Supplied material:

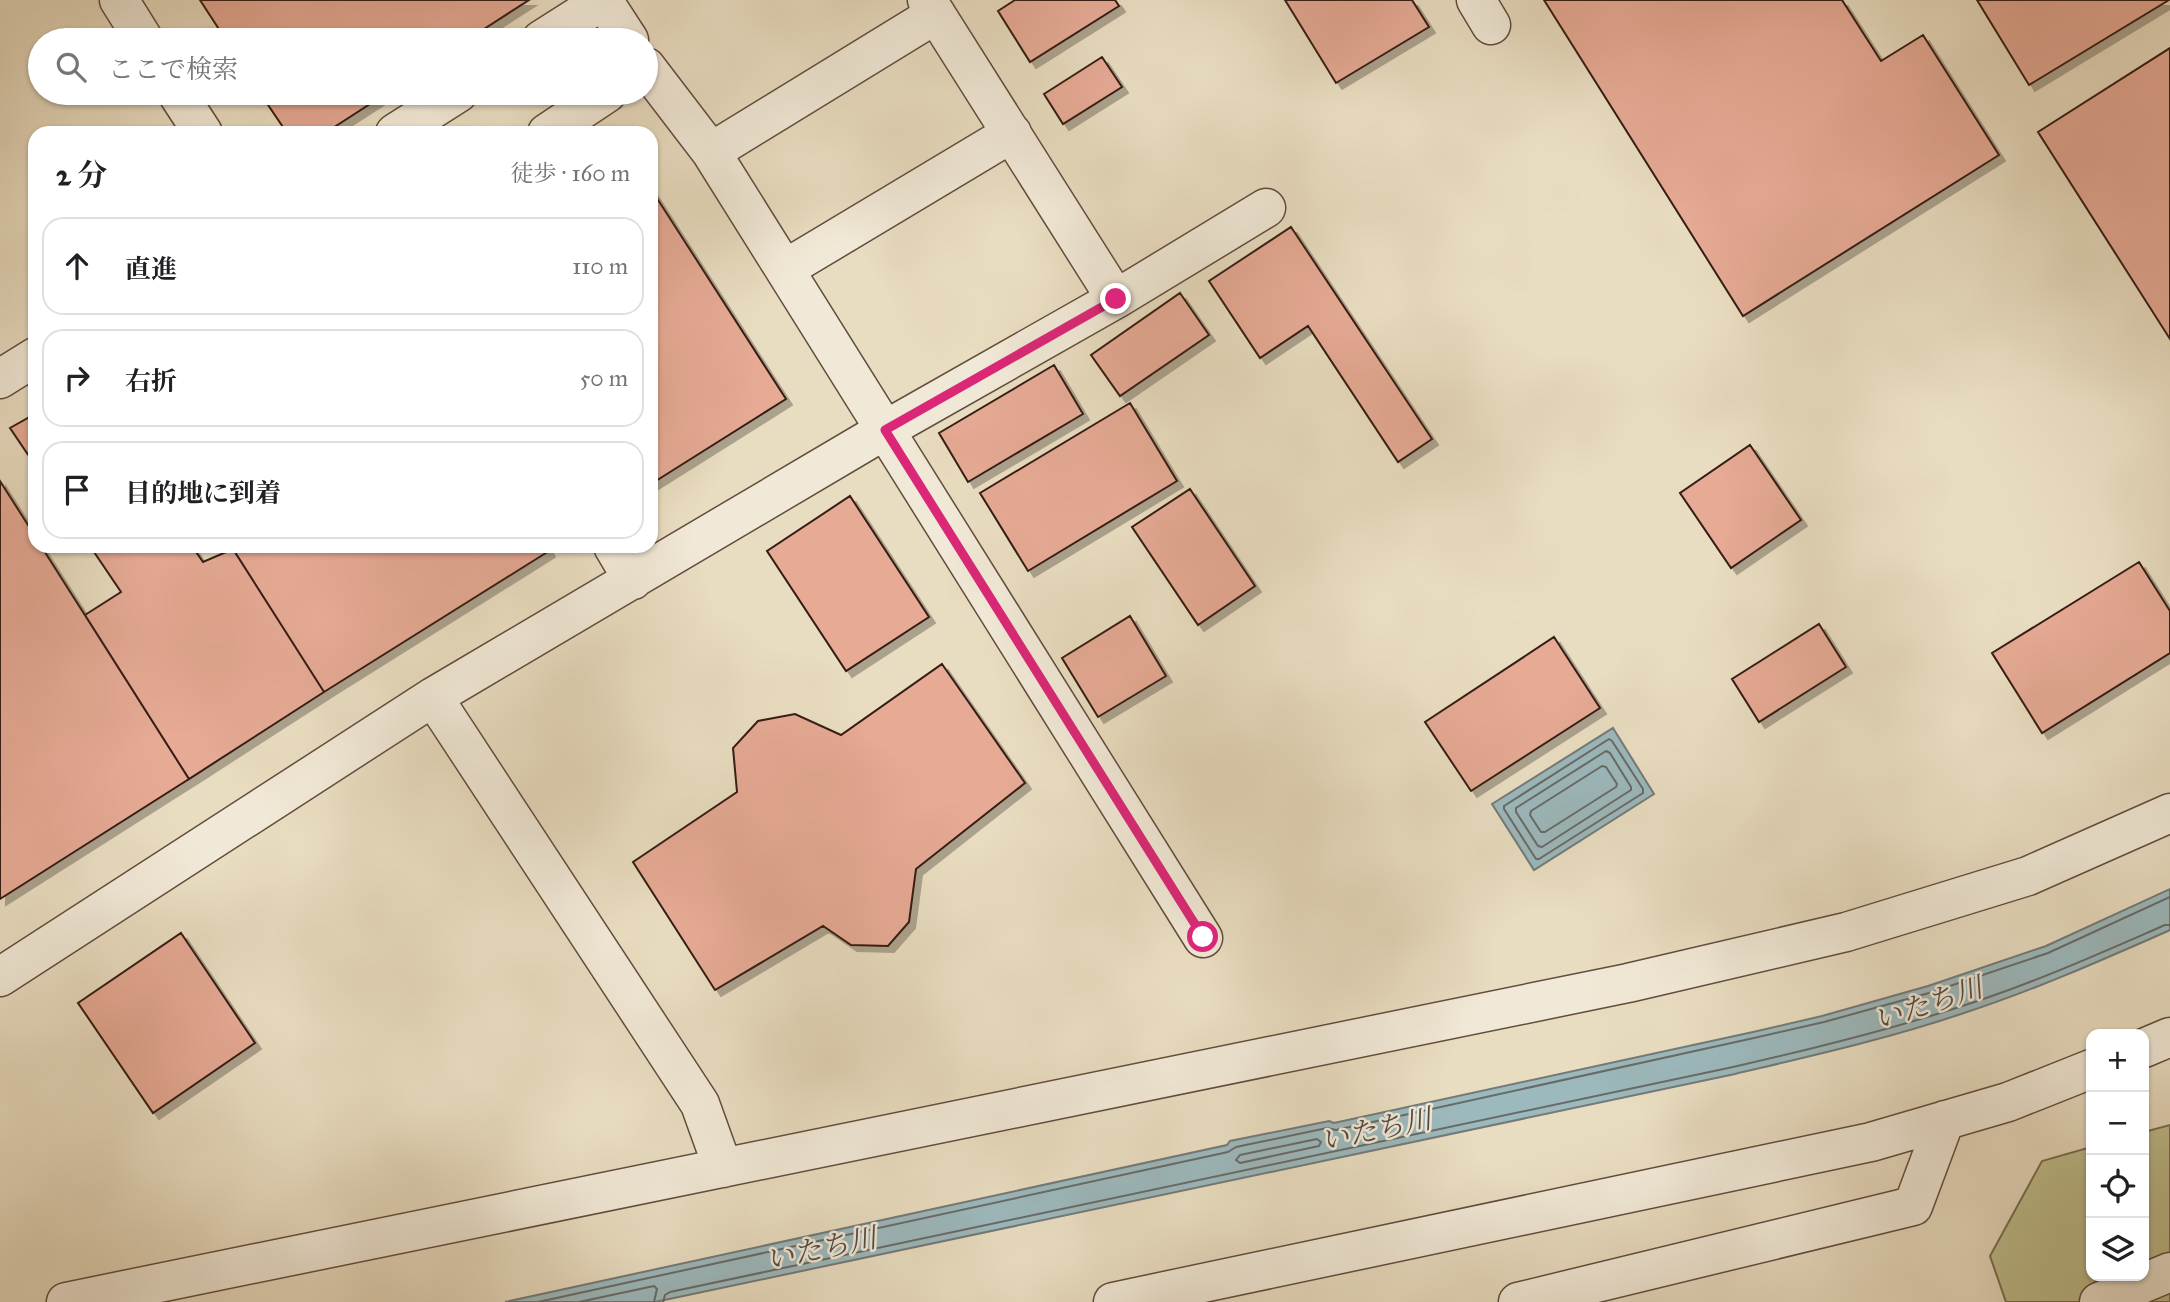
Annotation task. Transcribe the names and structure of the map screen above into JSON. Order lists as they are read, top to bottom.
{
  "water": ["いたち川"],
  "page": {
    "search": "ここで検索",
    "heading": ["2 分", "徒歩 · 160 m"],
    "list": [
      ["直進", "110 m"],
      ["右折", "50 m"],
      "目的地に到着"
    ],
    "map_buttons": ["+", "−"]
  }
}
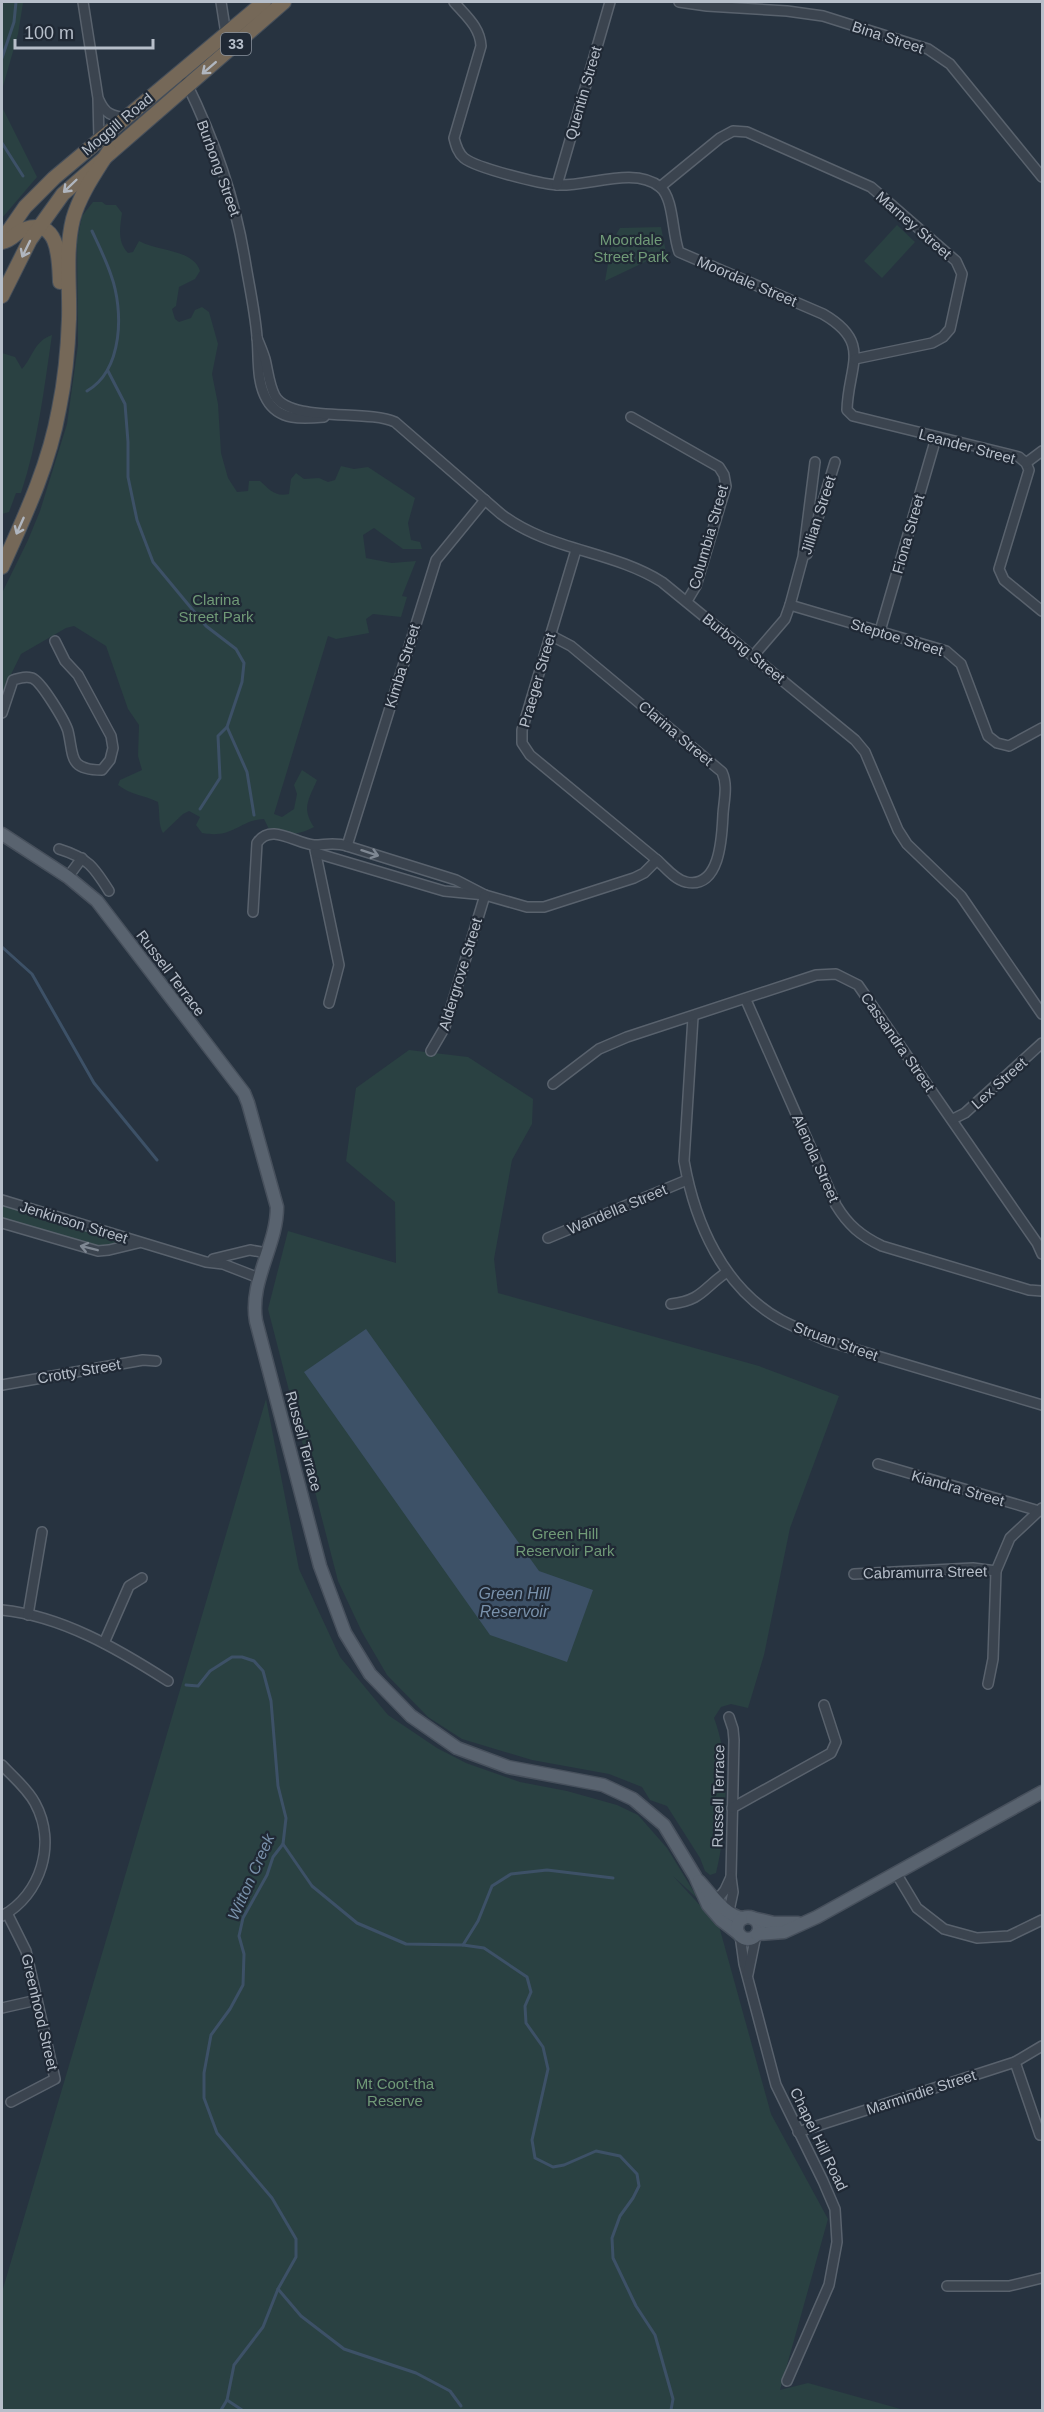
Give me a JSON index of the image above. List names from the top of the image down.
{
  "streets": {
    "highway": ["33", "Moggill Road"],
    "main road": ["Russell Terrace"],
    "street": [
      "Bina Street",
      "Quentin Street",
      "Burbong Street",
      "Marney Street",
      "Moordale Street",
      "Leander Street",
      "Jillian Street",
      "Fiona Street",
      "Columbia Street",
      "Steptoe Street",
      "Kimba Street",
      "Praeger Street",
      "Clarina Street",
      "Aldergrove Street",
      "Cassandra Street",
      "Lex Street",
      "Alenola Street",
      "Wandella Street",
      "Jenkinson Street",
      "Struan Street",
      "Crotty Street",
      "Kiandra Street",
      "Cabramurra Street",
      "Greenhood Street",
      "Marmindie Street",
      "Chapel Hill Road"
    ]
  },
  "crossings": [
    ["Moggill Road", "Burbong Street"],
    ["Burbong Street", "Columbia Street"],
    ["Burbong Street", "Kimba Street"],
    ["Burbong Street", "Praeger Street"],
    ["Marney Street", "Moordale Street"],
    ["Moordale Street", "Leander Street"],
    ["Leander Street", "Fiona Street"],
    ["Jillian Street", "Steptoe Street"],
    ["Fiona Street", "Steptoe Street"],
    ["Praeger Street", "Clarina Street"],
    ["Russell Terrace", "Jenkinson Street"],
    ["Russell Terrace", "Chapel Hill Road"],
    ["Cassandra Street", "Lex Street"],
    ["Cassandra Street", "Alenola Street"],
    ["Cassandra Street", "Struan Street"],
    ["Wandella Street", "Struan Street"],
    ["Marmindie Street", "Chapel Hill Road"]
  ],
  "water": ["Green Hill Reservoir", "Witton Creek"],
  "parks": [
    "Moordale Street Park",
    "Clarina Street Park",
    "Green Hill Reservoir Park",
    "Mt Coot-tha Reserve"
  ],
  "scale_bar": "100 m"
}
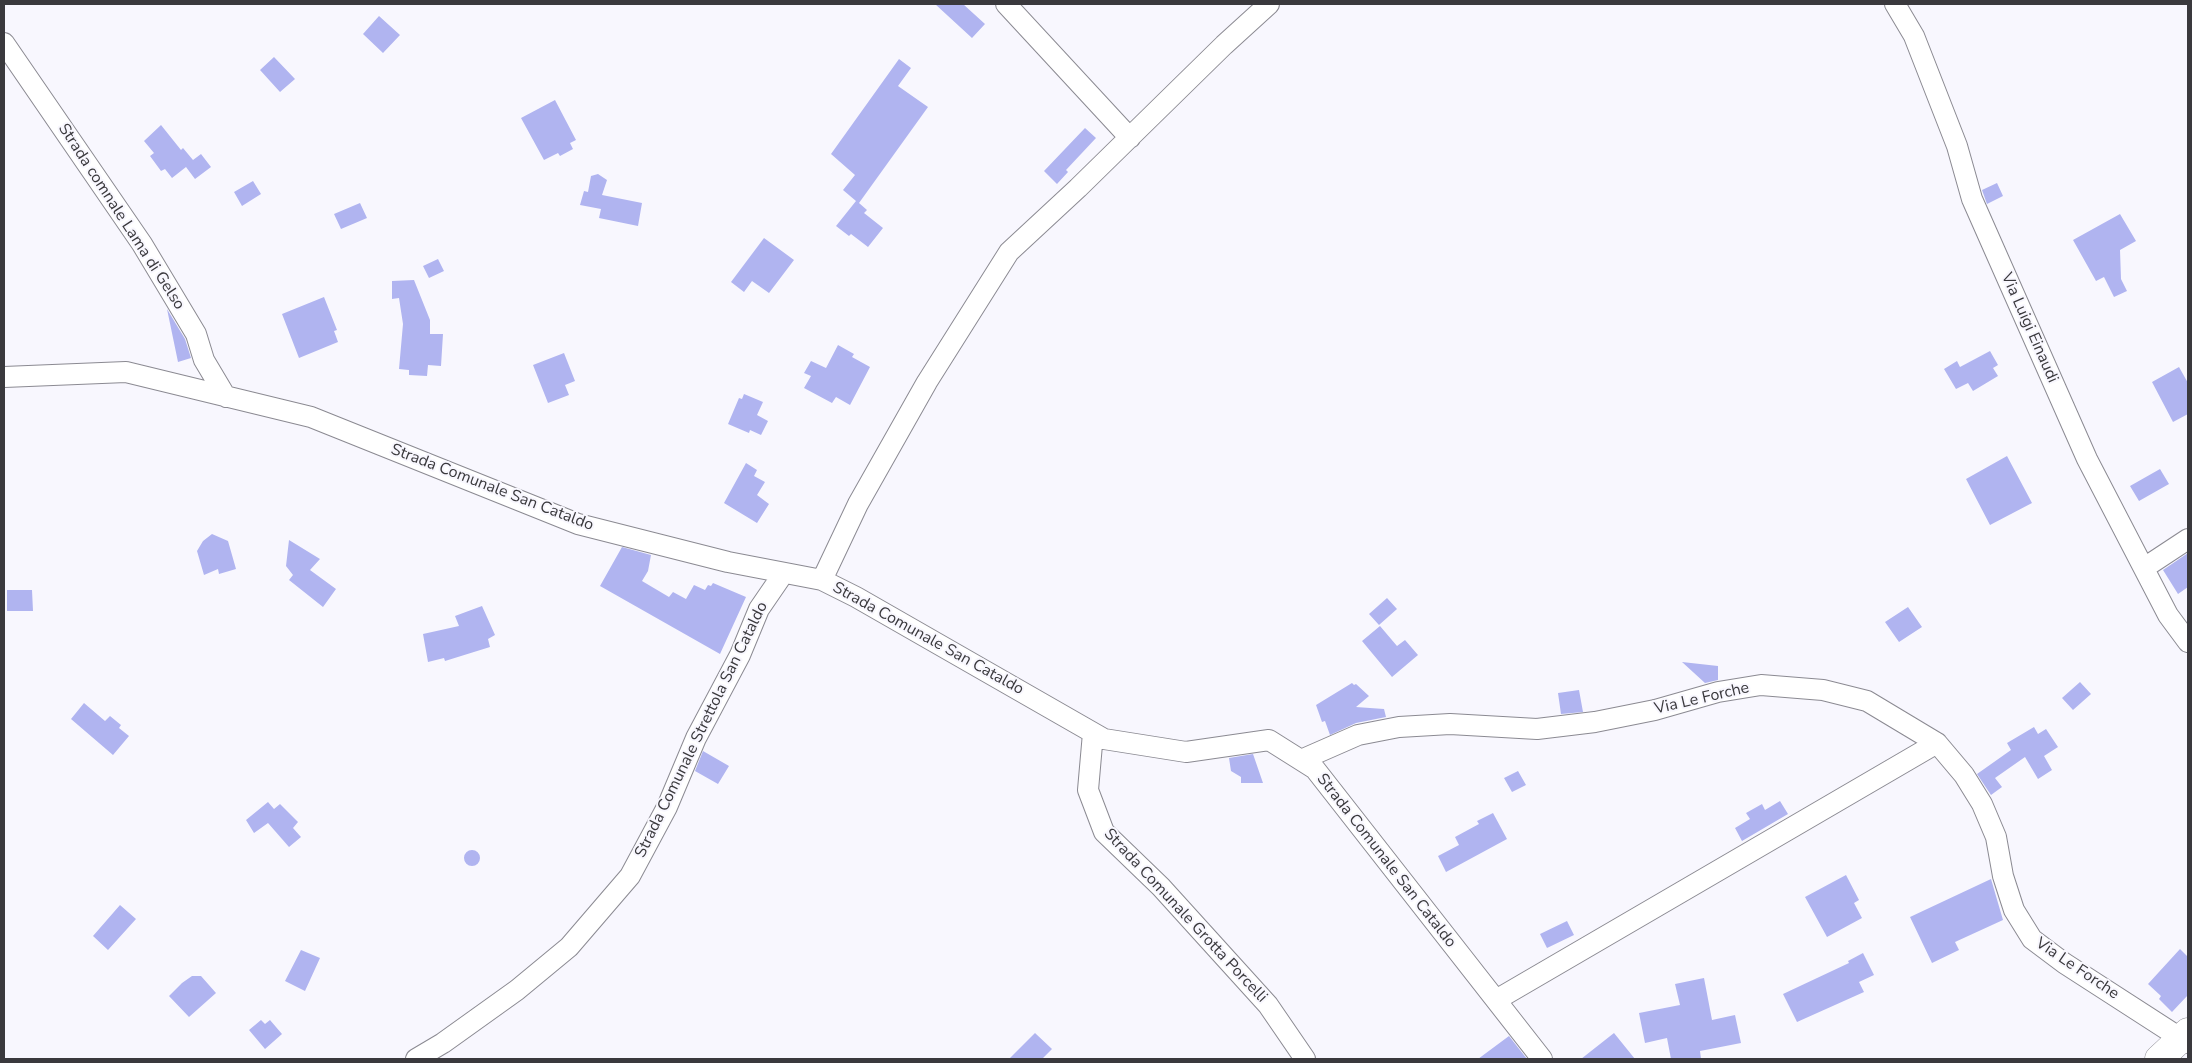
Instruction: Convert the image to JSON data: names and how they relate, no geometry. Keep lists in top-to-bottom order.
{
  "streets": {
    "street": [
      "Strada comnale Lama di Gelso",
      "Via Luigi Einaudi",
      "Strada Comunale San Cataldo",
      "Via Le Forche",
      "Strada Comunale Strettola San Cataldo",
      "Strada Comunale Grotta Porcelli"
    ]
  },
  "crossings": [
    ["Strada comnale Lama di Gelso", "Strada Comunale San Cataldo"],
    ["Strada Comunale San Cataldo", "Via Le Forche"],
    ["Strada Comunale San Cataldo", "Strada Comunale Strettola San Cataldo"],
    ["Strada Comunale San Cataldo", "Strada Comunale Grotta Porcelli"]
  ]
}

Problem requirements: Copy out every line from the records that has the word "Struan".

Answer below:
      "Struan Street",
    ["Cassandra Street", "Struan Street"],
    ["Wandella Street", "Struan Street"],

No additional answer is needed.